» **About this task**: Which lines of the entries contain the string "stream"? Please find them and copy them.

(Records from a dataset)
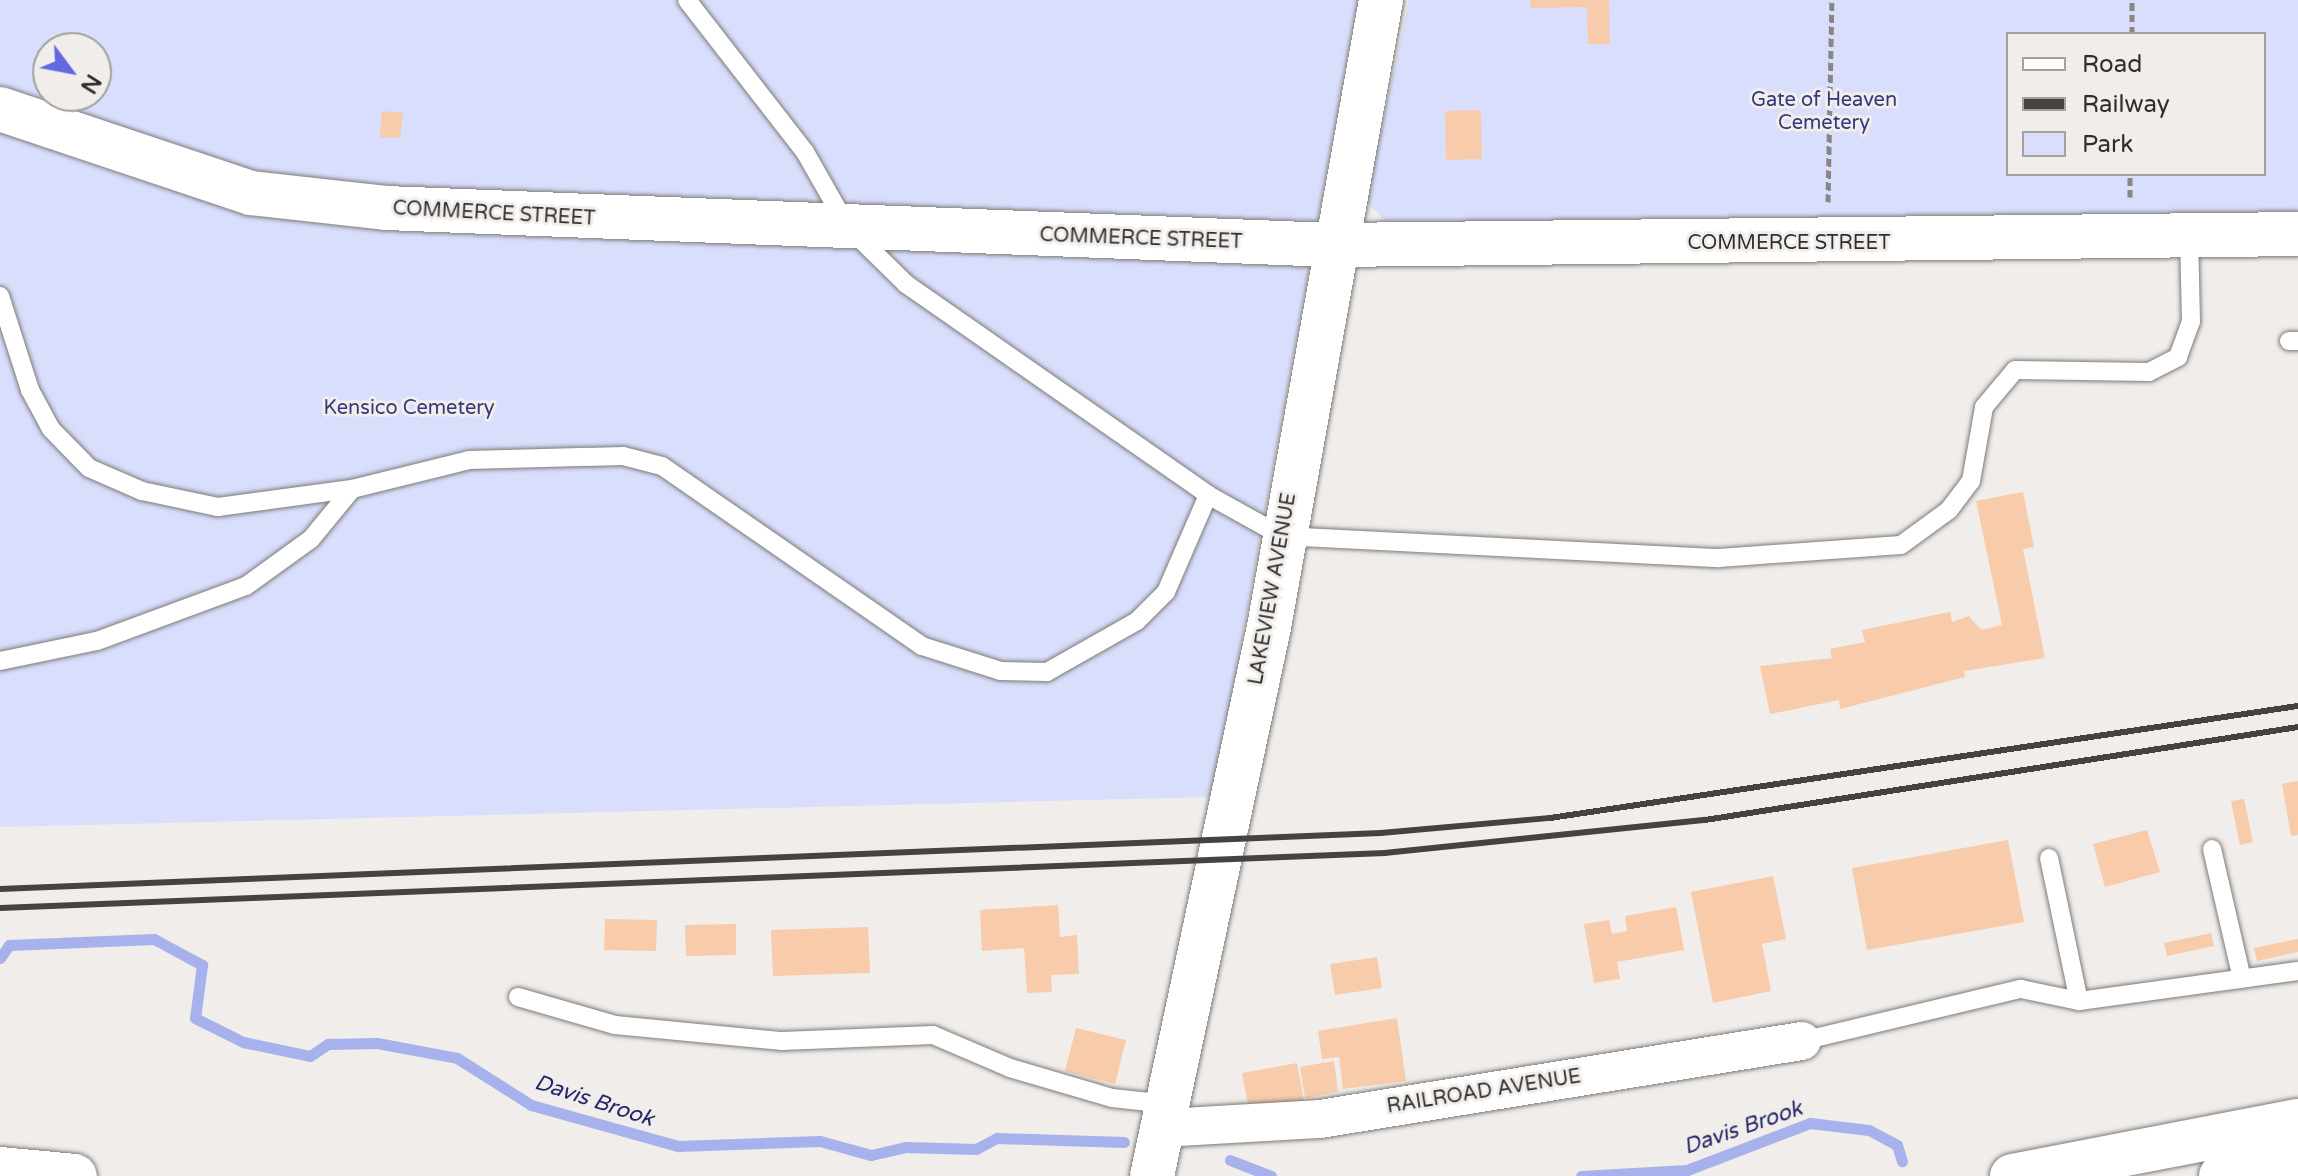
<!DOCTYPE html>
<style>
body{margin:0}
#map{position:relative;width:2298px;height:1176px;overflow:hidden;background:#f0edea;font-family:"Varela Round",sans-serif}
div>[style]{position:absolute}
.green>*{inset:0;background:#d8defc}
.stream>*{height:11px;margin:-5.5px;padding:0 5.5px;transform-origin:5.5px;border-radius:5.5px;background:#a7b1eb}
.building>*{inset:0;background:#f8cbab}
.path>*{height:5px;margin-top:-2.5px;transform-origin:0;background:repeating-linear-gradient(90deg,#898684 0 8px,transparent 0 12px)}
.roads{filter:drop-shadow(0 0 2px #7e7b78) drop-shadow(0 0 2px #7e7b78)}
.service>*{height:18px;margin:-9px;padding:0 9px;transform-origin:9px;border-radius:9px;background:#fff}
.minor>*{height:38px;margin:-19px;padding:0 19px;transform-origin:19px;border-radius:19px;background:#fff}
.tertiary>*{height:44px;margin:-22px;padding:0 22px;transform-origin:22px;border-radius:22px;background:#fff}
.trunk>*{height:44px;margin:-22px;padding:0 22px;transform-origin:22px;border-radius:22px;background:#fff}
.rail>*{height:6px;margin:-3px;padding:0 3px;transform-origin:3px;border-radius:3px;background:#454241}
span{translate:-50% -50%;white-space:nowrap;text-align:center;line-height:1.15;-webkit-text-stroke:6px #f0edea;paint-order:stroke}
.park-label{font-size:20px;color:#34397d}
.street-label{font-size:20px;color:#302e2d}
.water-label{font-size:22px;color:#252769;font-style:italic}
.legend{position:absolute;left:2006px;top:32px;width:260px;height:144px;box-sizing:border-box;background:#f0edea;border:2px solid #a3a19e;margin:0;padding:10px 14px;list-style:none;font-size:24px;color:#302e2d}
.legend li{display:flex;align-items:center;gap:16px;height:40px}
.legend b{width:40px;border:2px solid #a3a19e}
.north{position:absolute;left:32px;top:32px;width:80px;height:80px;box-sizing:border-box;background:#f0edea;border:2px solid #a3a19e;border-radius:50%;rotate:122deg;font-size:22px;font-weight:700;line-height:32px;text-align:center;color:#302e2d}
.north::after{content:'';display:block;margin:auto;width:28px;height:36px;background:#6269e2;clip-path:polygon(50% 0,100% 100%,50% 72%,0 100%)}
</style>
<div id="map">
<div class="green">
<i style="clip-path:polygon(evenodd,0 0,1358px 0,1213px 797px,0 827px,0 0,48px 48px,96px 48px,96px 96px,48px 96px,48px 48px)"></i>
<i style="clip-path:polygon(evenodd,1409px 0,2298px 0,2298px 222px,1388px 224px,1366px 201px,1409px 0,2008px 34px,2264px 34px,2264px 174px,2008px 174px,2008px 34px)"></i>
</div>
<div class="stream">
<i style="left:0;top:958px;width:16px;rotate:-55deg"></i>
<i style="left:9px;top:945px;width:145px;rotate:-2.4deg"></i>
<i style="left:154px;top:939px;width:55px;rotate:28.4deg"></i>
<i style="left:202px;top:965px;width:53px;rotate:97.5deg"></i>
<i style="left:195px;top:1018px;width:54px;rotate:26.6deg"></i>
<i style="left:243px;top:1042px;width:68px;rotate:11.8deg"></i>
<i style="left:310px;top:1056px;width:22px;rotate:-34deg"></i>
<i style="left:328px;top:1044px;width:49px;rotate:-1.2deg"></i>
<i style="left:377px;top:1043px;width:81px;rotate:10.6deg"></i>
<i style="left:457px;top:1058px;width:88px;rotate:32.4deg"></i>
<i style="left:531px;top:1105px;width:153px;rotate:15.6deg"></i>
<i style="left:678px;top:1146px;width:142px;rotate:-2deg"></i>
<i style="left:820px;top:1141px;width:53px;rotate:15.4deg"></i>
<i style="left:871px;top:1155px;width:35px;rotate:-13deg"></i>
<i style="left:905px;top:1147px;width:71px;rotate:1.6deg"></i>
<i style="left:976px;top:1149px;width:24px;rotate:-28deg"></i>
<i style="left:997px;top:1138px;width:127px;rotate:1.8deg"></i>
<i style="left:1230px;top:1160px;width:44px;rotate:21.3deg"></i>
<i style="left:1581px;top:1176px;width:106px;rotate:-3.2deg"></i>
<i style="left:1687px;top:1170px;width:132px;rotate:-20.9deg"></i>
<i style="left:1810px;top:1123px;width:59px;rotate:6.8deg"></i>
<i style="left:1869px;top:1130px;width:32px;rotate:28deg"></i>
<i style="left:1897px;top:1145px;width:17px;rotate:73deg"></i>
</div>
<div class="building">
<i style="clip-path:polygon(1530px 0,1609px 0,1610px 44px,1588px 44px,1587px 7px,1531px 8px)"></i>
<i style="clip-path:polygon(1481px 110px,1482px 159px,1446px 160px,1445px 111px)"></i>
<i style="clip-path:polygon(382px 111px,403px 113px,400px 138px,380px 137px)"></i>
<i style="clip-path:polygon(2023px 492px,2034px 547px,2023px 549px,2045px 658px,1964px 671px,1965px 677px,1840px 709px,1839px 700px,1770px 714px,1760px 666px,1832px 658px,1830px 649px,1865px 642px,1862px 630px,1950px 612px,1952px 622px,1969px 616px,1981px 630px,2002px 625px,1976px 501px)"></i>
<i style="clip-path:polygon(2298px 781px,2298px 835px,2291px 836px,2282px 784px)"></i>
<i style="clip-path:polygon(2244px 799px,2253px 842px,2240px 845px,2231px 801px)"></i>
<i style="clip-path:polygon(2147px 830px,2160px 872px,2105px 887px,2093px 844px)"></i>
<i style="clip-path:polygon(2008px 840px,2024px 922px,1867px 950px,1852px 868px)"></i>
<i style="clip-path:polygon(1773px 876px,1786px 939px,1762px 944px,1771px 991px,1713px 1003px,1691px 892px)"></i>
<i style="clip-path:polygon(1058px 905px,1060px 937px,1077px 935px,1079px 974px,1051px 975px,1052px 992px,1027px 993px,1024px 948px,982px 951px,980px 910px)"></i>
<i style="clip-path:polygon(1676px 907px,1684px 950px,1617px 962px,1620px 979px,1594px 983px,1584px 924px,1609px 920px,1612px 934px,1627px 931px,1625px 916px)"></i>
<i style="clip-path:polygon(605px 919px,657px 920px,656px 951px,604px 950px)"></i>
<i style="clip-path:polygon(736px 924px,736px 955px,686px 956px,685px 925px)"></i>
<i style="clip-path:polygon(868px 927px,870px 973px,773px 976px,771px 930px)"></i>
<i style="clip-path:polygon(2211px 933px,2214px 946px,2167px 956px,2164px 943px)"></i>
<i style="clip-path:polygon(2298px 939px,2298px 952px,2257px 961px,2254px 948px)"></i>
<i style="clip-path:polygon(1377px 957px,1382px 988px,1335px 995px,1330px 964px)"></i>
<i style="clip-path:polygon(1397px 1018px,1406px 1081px,1343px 1089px,1339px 1057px,1322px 1059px,1318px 1031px)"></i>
<i style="clip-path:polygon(1076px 1028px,1126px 1040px,1115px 1084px,1065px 1071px)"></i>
<i style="clip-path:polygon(1334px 1061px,1338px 1092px,1305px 1098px,1300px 1067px)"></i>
<i style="clip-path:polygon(1297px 1063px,1304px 1101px,1249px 1110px,1242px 1073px)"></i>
</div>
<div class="path">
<i style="left:2132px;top:34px;width:34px;rotate:-90deg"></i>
<i style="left:2130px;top:197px;width:23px;rotate:-90deg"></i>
<i style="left:1828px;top:202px;width:202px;rotate:-88.9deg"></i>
</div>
<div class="roads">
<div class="service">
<i style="left:687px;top:0;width:192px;rotate:52.2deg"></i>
<i style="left:805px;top:152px;width:85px;rotate:60.4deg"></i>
<i style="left:847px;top:226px;width:83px;rotate:44.5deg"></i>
<i style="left:906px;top:284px;width:368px;rotate:34.9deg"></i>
<i style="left:1208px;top:495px;width:85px;rotate:29deg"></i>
<i style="left:1282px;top:536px;width:438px;rotate:2.9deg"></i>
<i style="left:1719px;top:558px;width:182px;rotate:-4.1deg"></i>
<i style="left:1901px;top:545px;width:59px;rotate:-36.1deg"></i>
<i style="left:1949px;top:510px;width:36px;rotate:-53deg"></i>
<i style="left:1971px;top:481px;width:75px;rotate:-80deg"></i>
<i style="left:1984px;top:407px;width:48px;rotate:-50deg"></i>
<i style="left:2015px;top:370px;width:134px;rotate:0.9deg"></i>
<i style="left:2149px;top:372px;width:33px;rotate:-27deg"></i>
<i style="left:2178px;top:357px;width:37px;rotate:-70deg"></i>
<i style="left:2191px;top:322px;width:85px;rotate:-91.3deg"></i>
<i style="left:0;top:296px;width:99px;rotate:72.3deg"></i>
<i style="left:30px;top:390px;width:44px;rotate:61.7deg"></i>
<i style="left:51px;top:429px;width:54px;rotate:45.7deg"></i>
<i style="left:89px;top:468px;width:58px;rotate:23.5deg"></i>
<i style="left:142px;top:491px;width:78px;rotate:11.9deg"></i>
<i style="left:218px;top:507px;width:135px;rotate:-7.7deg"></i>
<i style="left:352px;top:489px;width:121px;rotate:-13.9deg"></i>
<i style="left:469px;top:460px;width:154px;rotate:-1.5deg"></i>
<i style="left:623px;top:456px;width:40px;rotate:14.4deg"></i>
<i style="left:662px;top:466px;width:316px;rotate:34.7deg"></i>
<i style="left:922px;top:646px;width:83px;rotate:17.6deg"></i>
<i style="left:1001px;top:671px;width:46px;rotate:1.2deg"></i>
<i style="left:1047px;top:672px;width:103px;rotate:-29.5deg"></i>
<i style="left:1137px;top:621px;width:41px;rotate:-45deg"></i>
<i style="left:1166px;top:592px;width:106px;rotate:-66.6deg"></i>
<i style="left:2289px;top:341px;width:9px"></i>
<i style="left:0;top:661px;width:99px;rotate:-11.7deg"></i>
<i style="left:97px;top:641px;width:159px;rotate:-20.3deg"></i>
<i style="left:246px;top:586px;width:80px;rotate:-35.9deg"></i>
<i style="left:311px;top:539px;width:65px;rotate:-50.6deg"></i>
<i style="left:2212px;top:849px;width:133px;rotate:77deg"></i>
<i style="left:2049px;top:858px;width:146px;rotate:78.2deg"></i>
<i style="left:518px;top:997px;width:101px;rotate:16.1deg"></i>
<i style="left:615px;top:1025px;width:168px;rotate:5.5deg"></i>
<i style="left:782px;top:1041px;width:151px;rotate:-2.3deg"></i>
<i style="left:933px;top:1035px;width:84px;rotate:23.2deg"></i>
<i style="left:1010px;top:1068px;width:106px;rotate:16.4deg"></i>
<i style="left:1112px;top:1098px;width:56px;rotate:6.1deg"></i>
<i style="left:1802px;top:1041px;width:225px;rotate:-13.4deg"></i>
<i style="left:2021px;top:989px;width:59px;rotate:11.7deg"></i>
<i style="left:2079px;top:1001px;width:221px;rotate:-7.8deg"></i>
</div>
<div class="minor">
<i style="left:1163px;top:1128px;width:157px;rotate:-3.3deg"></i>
<i style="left:1320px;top:1119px;width:488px;rotate:-9.2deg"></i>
</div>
<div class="tertiary">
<i style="left:0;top:109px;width:265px;rotate:18.5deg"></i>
<i style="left:251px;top:193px;width:136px;rotate:6.3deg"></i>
<i style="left:386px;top:208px;width:948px;rotate:2.24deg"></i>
<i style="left:1333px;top:245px;width:965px;rotate:-0.65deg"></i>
<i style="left:1152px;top:1176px;width:561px;rotate:-77.97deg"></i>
<i style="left:1269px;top:627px;width:637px;rotate:-79.87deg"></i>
</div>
<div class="trunk">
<i style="left:0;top:1169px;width:75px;rotate:5.3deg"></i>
<i style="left:2012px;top:1176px;width:291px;rotate:-10.9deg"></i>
<i style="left:2221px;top:1176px;width:79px;rotate:-11.7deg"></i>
</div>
</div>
<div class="rail">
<i style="left:0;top:889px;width:1382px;rotate:-2.32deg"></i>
<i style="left:1381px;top:833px;width:170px;rotate:-5.1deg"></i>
<i style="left:1550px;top:818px;width:756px;rotate:-8.52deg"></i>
<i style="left:0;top:908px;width:1386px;rotate:-2.27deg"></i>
<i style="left:1385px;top:853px;width:322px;rotate:-5.9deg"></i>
<i style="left:1705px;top:820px;width:600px;rotate:-8.91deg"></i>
</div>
<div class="park-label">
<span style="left:1824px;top:112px">Gate of Heaven<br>Cemetery</span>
<span style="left:409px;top:408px">Kensico Cemetery</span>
</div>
<div class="street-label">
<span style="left:494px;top:214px;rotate:3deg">COMMERCE STREET</span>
<span style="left:1141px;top:239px;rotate:2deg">COMMERCE STREET</span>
<span style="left:1789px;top:243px">COMMERCE STREET</span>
<span style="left:1273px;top:589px;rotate:-80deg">LAKEVIEW AVENUE</span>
<span style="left:1484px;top:1092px;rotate:-9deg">RAILROAD AVENUE</span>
</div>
<div class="water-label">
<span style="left:594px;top:1101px;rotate:18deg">Davis Brook</span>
<span style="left:1743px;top:1128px;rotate:-19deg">Davis Brook</span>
</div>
<ul class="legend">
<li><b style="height:10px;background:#fff"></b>Road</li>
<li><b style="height:10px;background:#454241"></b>Railway</li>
<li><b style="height:22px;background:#d8defc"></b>Park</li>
</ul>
<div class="north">N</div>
</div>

» **Response box**:
.stream>*{height:11px;margin:-5.5px;padding:0 5.5px;transform-origin:5.5px;border-radius:5.5px;background:#a7b1eb}
<div class="stream">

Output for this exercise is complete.